• _Data records_
== Segment start ==
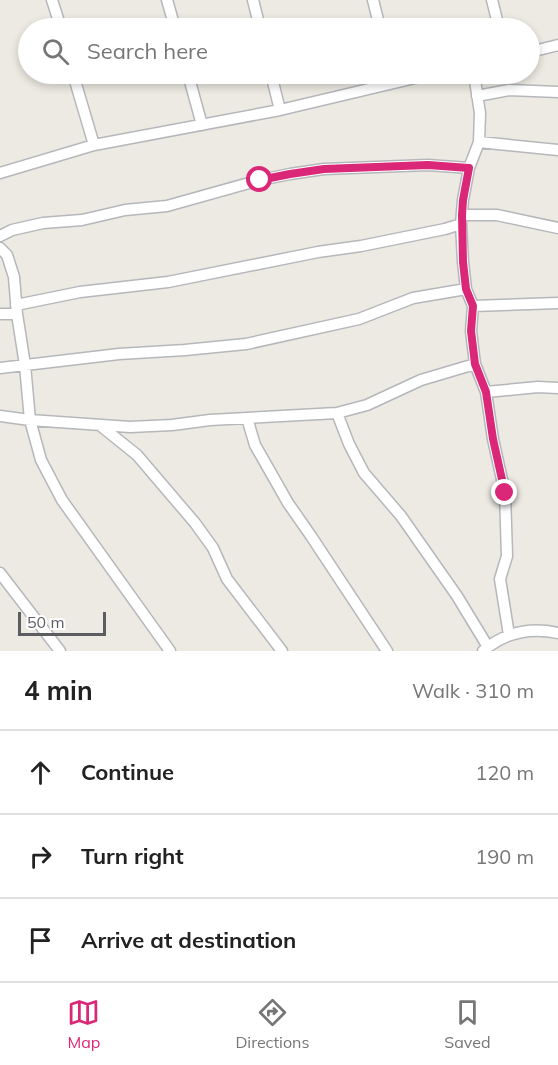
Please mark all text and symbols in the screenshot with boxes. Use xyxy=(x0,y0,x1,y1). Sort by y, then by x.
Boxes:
== Segment end ==
== Segment start ==
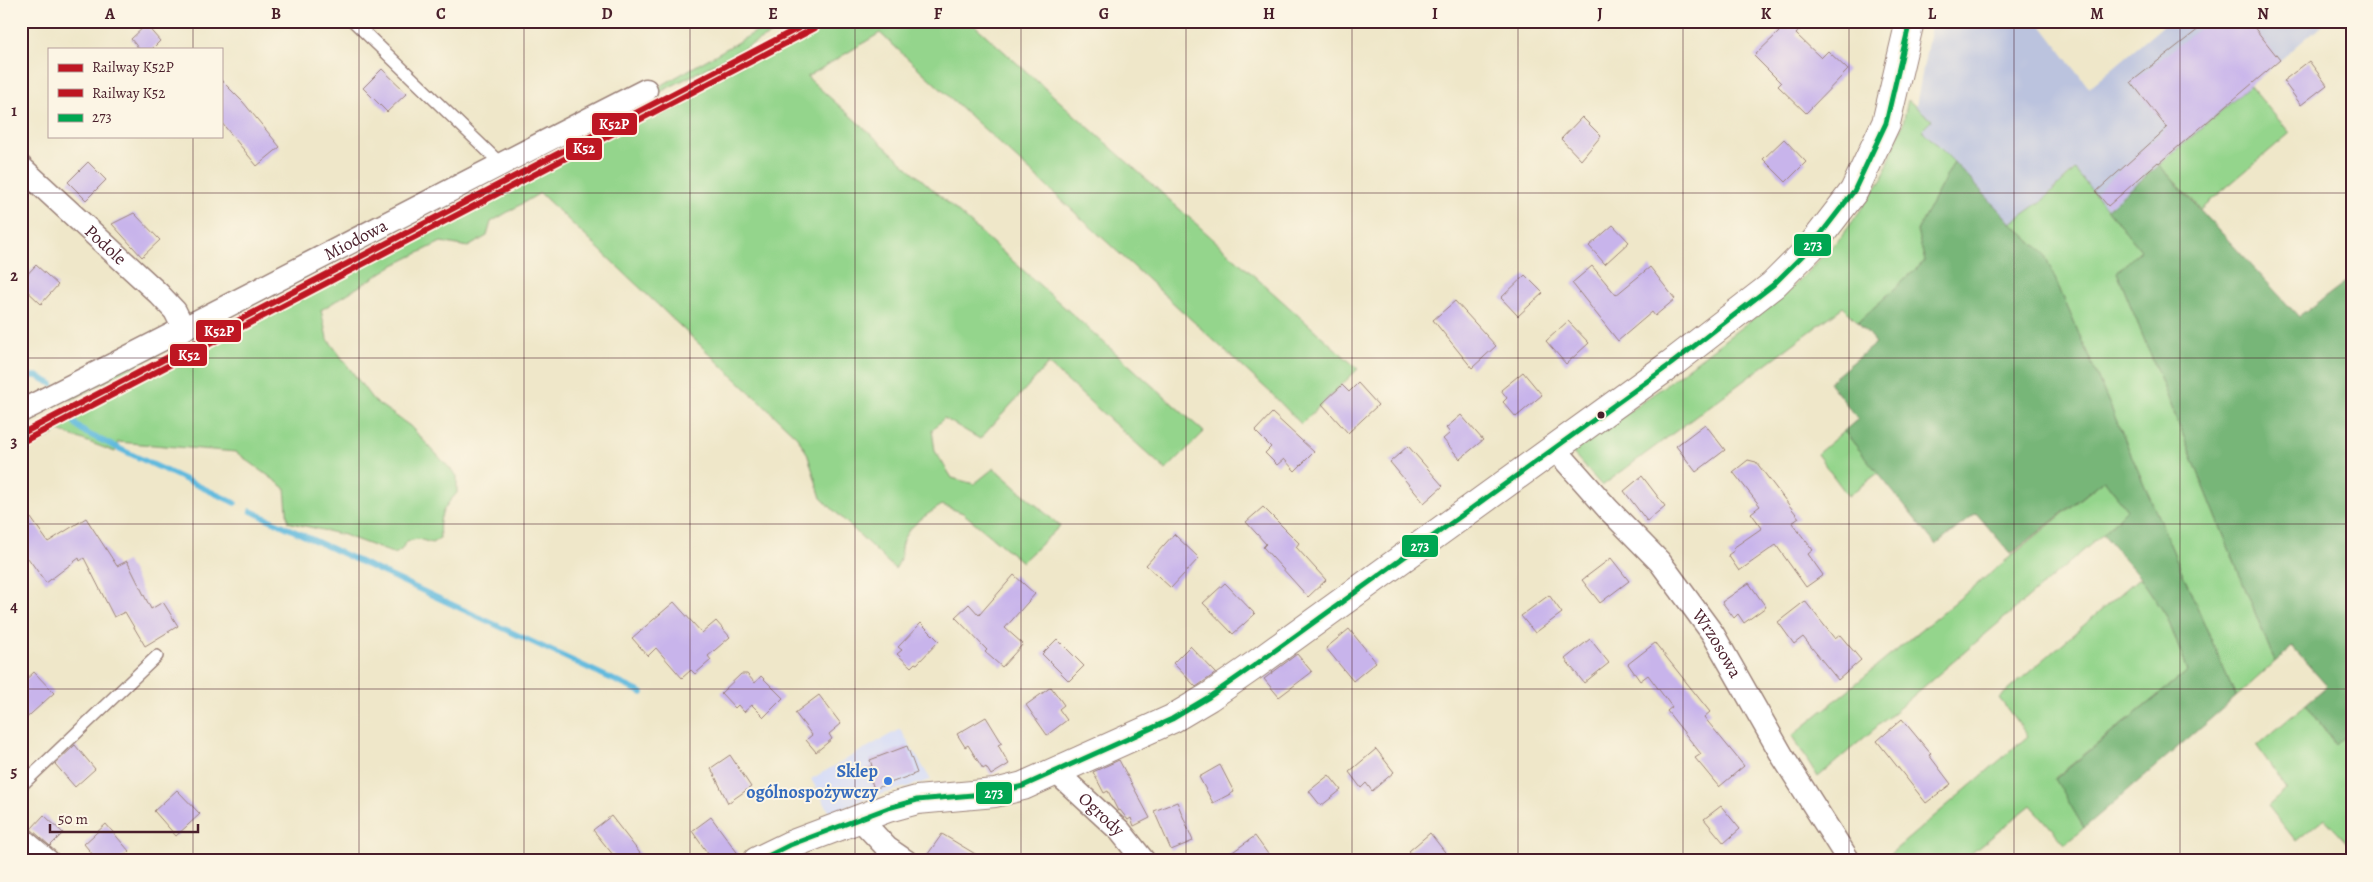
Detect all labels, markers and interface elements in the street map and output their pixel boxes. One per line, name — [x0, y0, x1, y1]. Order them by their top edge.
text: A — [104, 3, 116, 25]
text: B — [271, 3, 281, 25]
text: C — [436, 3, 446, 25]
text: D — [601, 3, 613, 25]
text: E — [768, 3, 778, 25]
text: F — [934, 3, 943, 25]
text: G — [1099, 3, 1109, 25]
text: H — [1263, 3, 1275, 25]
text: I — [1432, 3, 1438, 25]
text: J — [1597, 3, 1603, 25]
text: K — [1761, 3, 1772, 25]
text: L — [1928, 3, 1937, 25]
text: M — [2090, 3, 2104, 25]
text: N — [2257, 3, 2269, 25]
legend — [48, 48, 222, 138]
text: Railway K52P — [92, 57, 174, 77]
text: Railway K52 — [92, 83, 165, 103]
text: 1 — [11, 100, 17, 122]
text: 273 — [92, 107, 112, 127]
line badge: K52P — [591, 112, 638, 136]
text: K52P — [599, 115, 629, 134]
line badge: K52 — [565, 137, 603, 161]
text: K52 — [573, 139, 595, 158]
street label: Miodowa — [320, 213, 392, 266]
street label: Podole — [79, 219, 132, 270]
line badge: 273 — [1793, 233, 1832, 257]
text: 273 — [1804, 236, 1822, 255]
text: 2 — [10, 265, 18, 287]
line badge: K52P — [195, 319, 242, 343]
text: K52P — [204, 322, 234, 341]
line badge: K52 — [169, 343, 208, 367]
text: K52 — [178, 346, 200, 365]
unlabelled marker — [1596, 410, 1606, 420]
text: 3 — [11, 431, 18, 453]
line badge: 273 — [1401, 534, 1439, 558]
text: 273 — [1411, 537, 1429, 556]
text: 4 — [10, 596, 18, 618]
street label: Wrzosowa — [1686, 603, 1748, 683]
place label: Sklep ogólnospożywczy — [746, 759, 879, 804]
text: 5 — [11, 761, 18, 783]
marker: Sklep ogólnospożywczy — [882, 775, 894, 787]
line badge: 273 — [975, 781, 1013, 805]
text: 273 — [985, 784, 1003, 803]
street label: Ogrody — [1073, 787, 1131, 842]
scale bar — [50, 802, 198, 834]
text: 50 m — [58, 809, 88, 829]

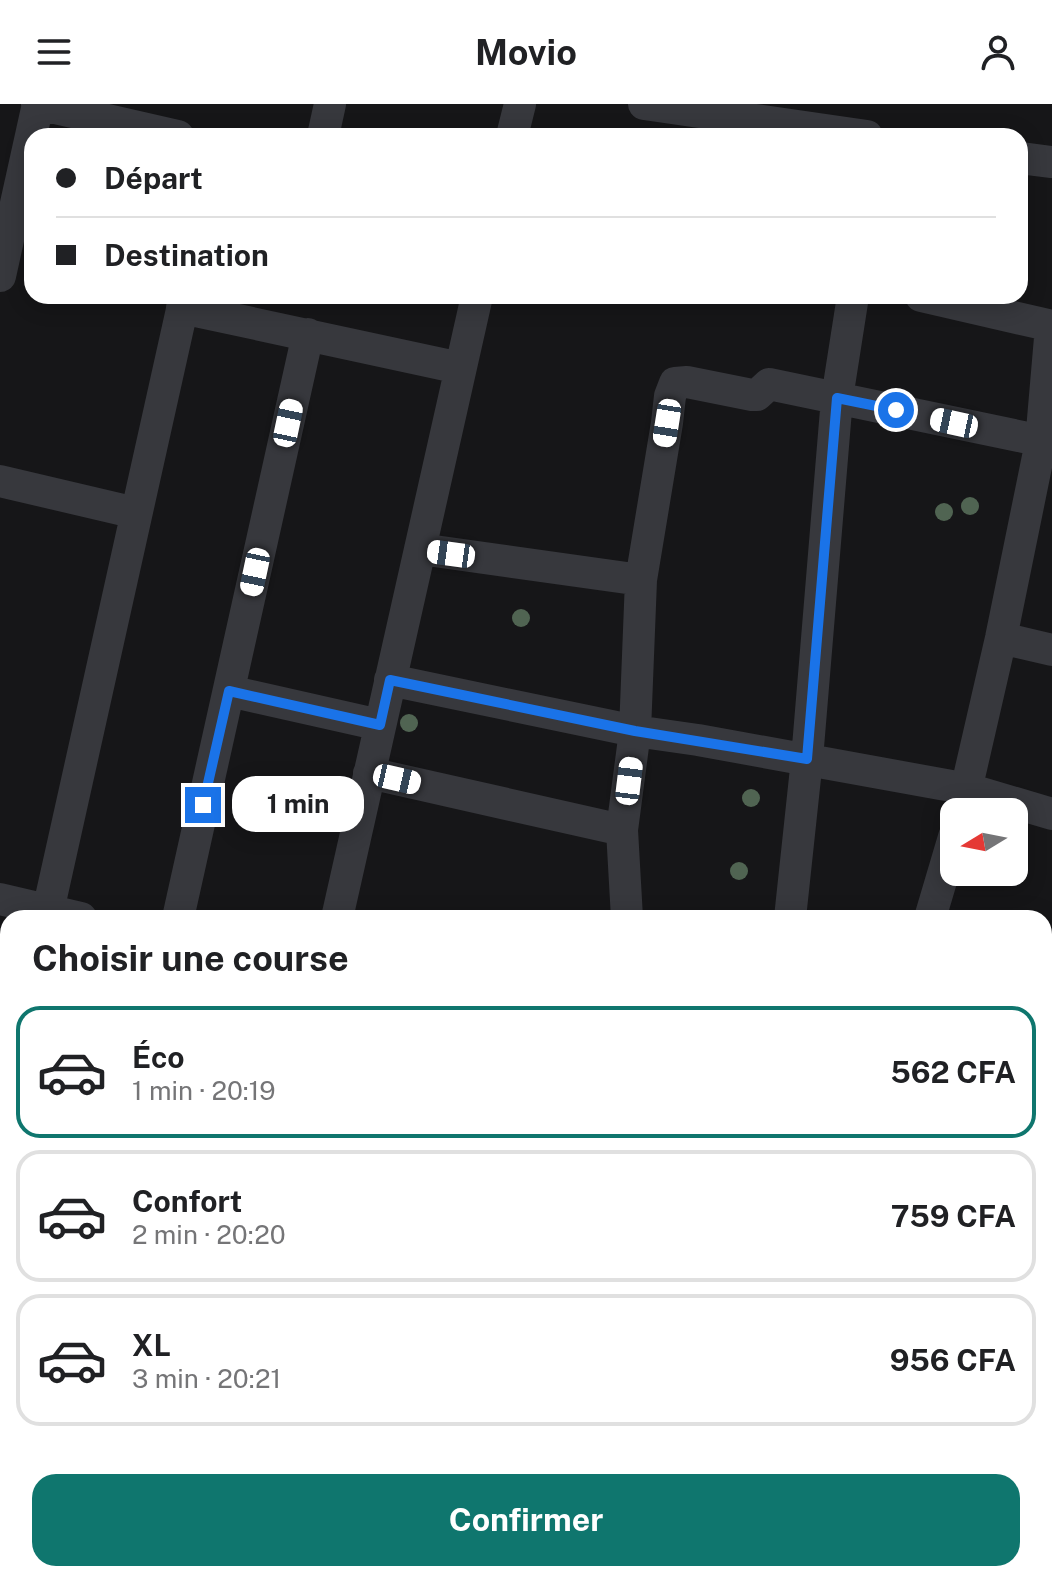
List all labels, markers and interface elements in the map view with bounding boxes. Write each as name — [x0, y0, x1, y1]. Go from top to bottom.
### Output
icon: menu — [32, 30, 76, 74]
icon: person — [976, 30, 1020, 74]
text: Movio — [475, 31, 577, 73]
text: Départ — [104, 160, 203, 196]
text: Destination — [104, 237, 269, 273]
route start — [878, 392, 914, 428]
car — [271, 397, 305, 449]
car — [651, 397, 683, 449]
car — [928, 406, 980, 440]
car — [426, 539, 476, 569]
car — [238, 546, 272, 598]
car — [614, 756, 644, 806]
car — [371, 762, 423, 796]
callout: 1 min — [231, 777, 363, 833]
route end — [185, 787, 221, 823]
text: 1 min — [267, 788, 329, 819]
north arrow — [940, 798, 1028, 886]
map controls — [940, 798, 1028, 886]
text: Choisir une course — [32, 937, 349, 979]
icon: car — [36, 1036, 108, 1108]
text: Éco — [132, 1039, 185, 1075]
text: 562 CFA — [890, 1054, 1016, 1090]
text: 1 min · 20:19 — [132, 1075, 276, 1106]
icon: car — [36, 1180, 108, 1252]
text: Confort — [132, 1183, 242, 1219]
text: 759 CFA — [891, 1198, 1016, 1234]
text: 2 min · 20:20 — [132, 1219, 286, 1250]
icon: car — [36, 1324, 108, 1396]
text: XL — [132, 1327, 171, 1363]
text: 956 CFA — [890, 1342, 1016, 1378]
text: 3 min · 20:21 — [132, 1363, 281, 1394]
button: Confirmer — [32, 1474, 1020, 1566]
== Segment end ==
== Segment start ==
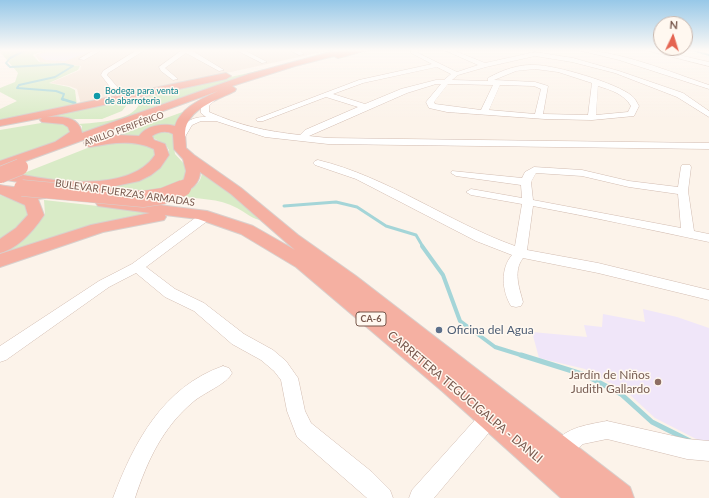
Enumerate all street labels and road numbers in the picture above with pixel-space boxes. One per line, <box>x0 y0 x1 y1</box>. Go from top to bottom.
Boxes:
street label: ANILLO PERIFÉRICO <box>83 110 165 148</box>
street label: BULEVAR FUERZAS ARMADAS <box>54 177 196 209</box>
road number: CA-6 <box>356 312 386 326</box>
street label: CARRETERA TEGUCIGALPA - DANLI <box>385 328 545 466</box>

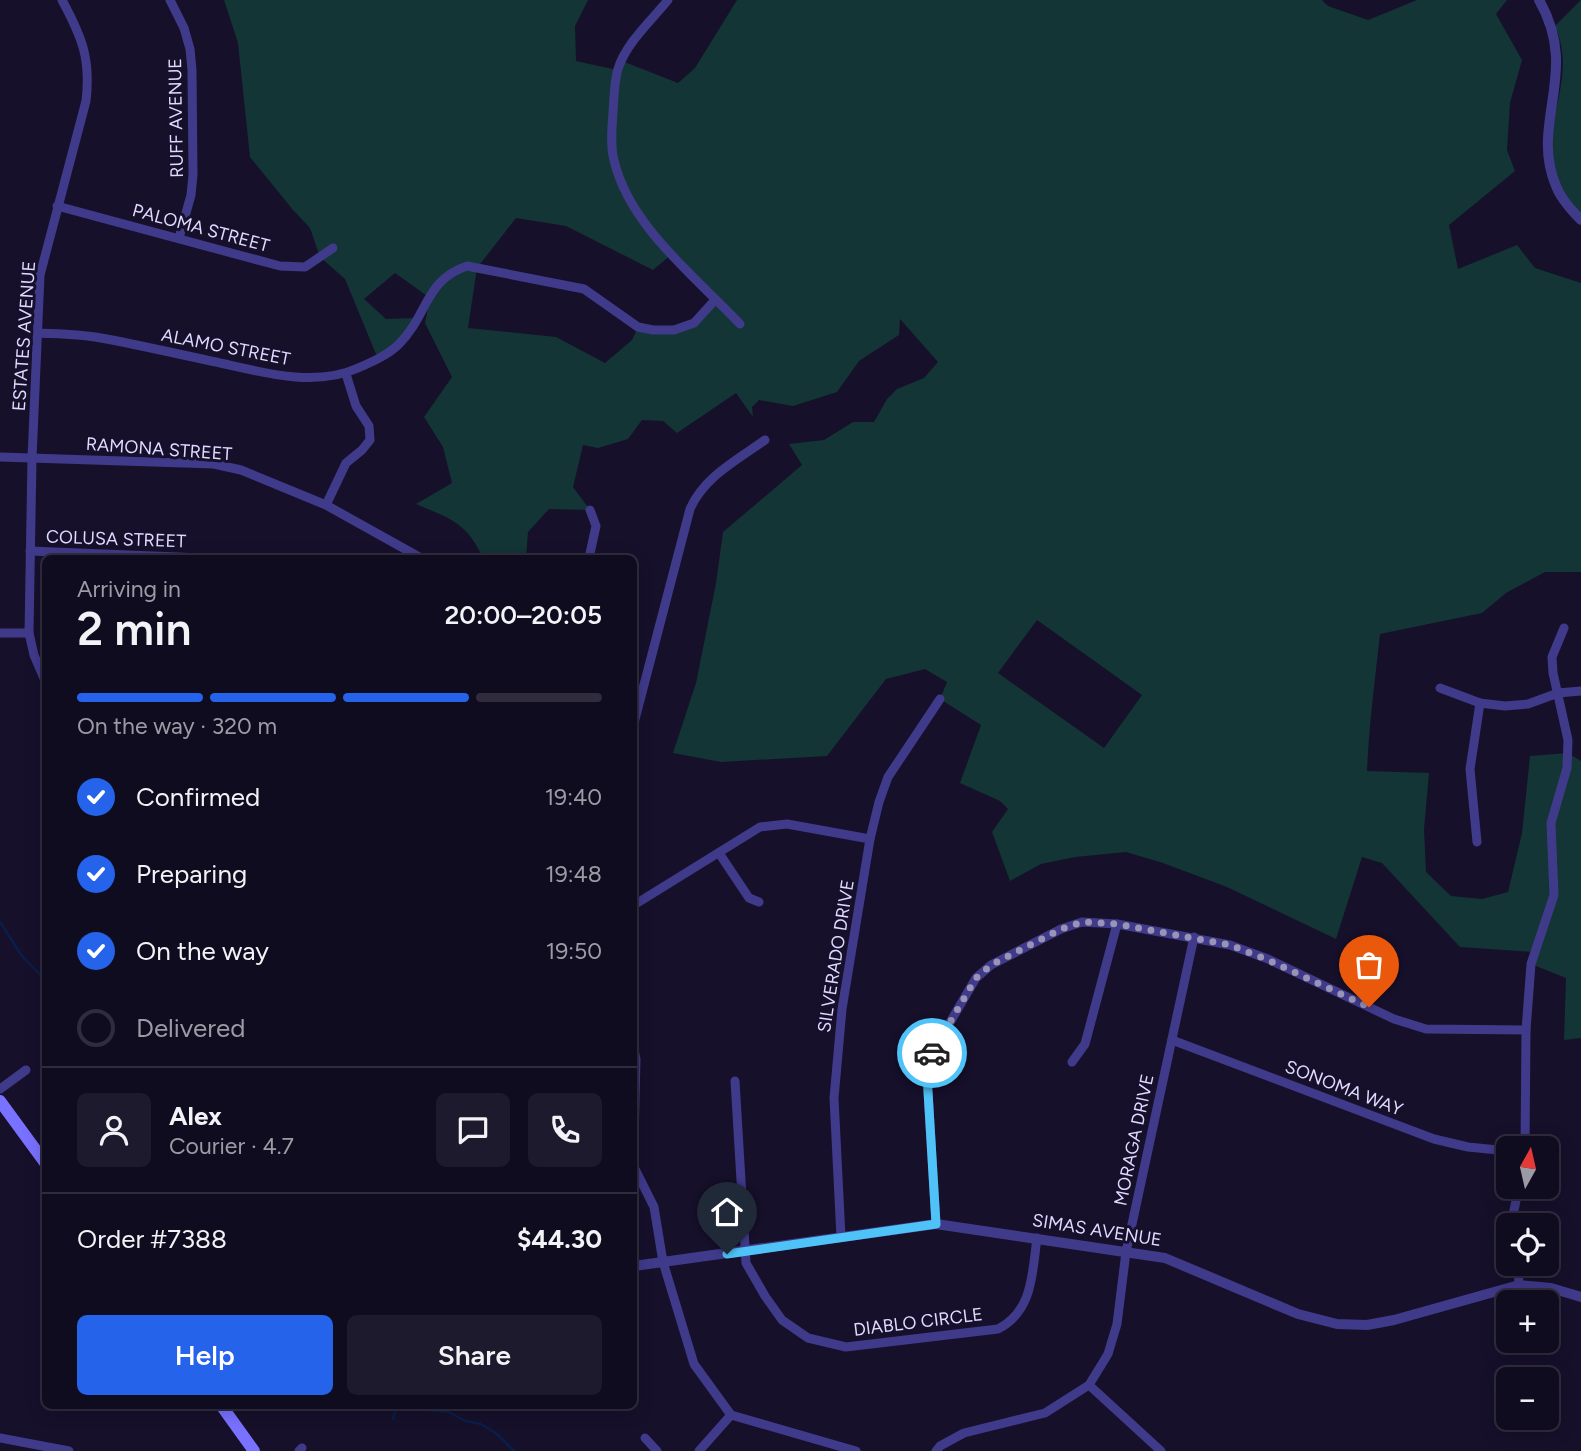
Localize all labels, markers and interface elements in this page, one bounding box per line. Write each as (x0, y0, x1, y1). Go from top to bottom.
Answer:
== Segment end ==
• _Description of the task_
Filter the entries and copy out every line with the word "Write".

• _Solution for this problem_
List all labels, markers and interface elements in the map view with bounding boxes. Write each as name — [x0, y0, x1, y1]. Go from top to bottom.
Localize all labels, markers and interface elements in this page, one bounding box per line. Write each as (x0, y0, x1, y1). Go from top to bottom.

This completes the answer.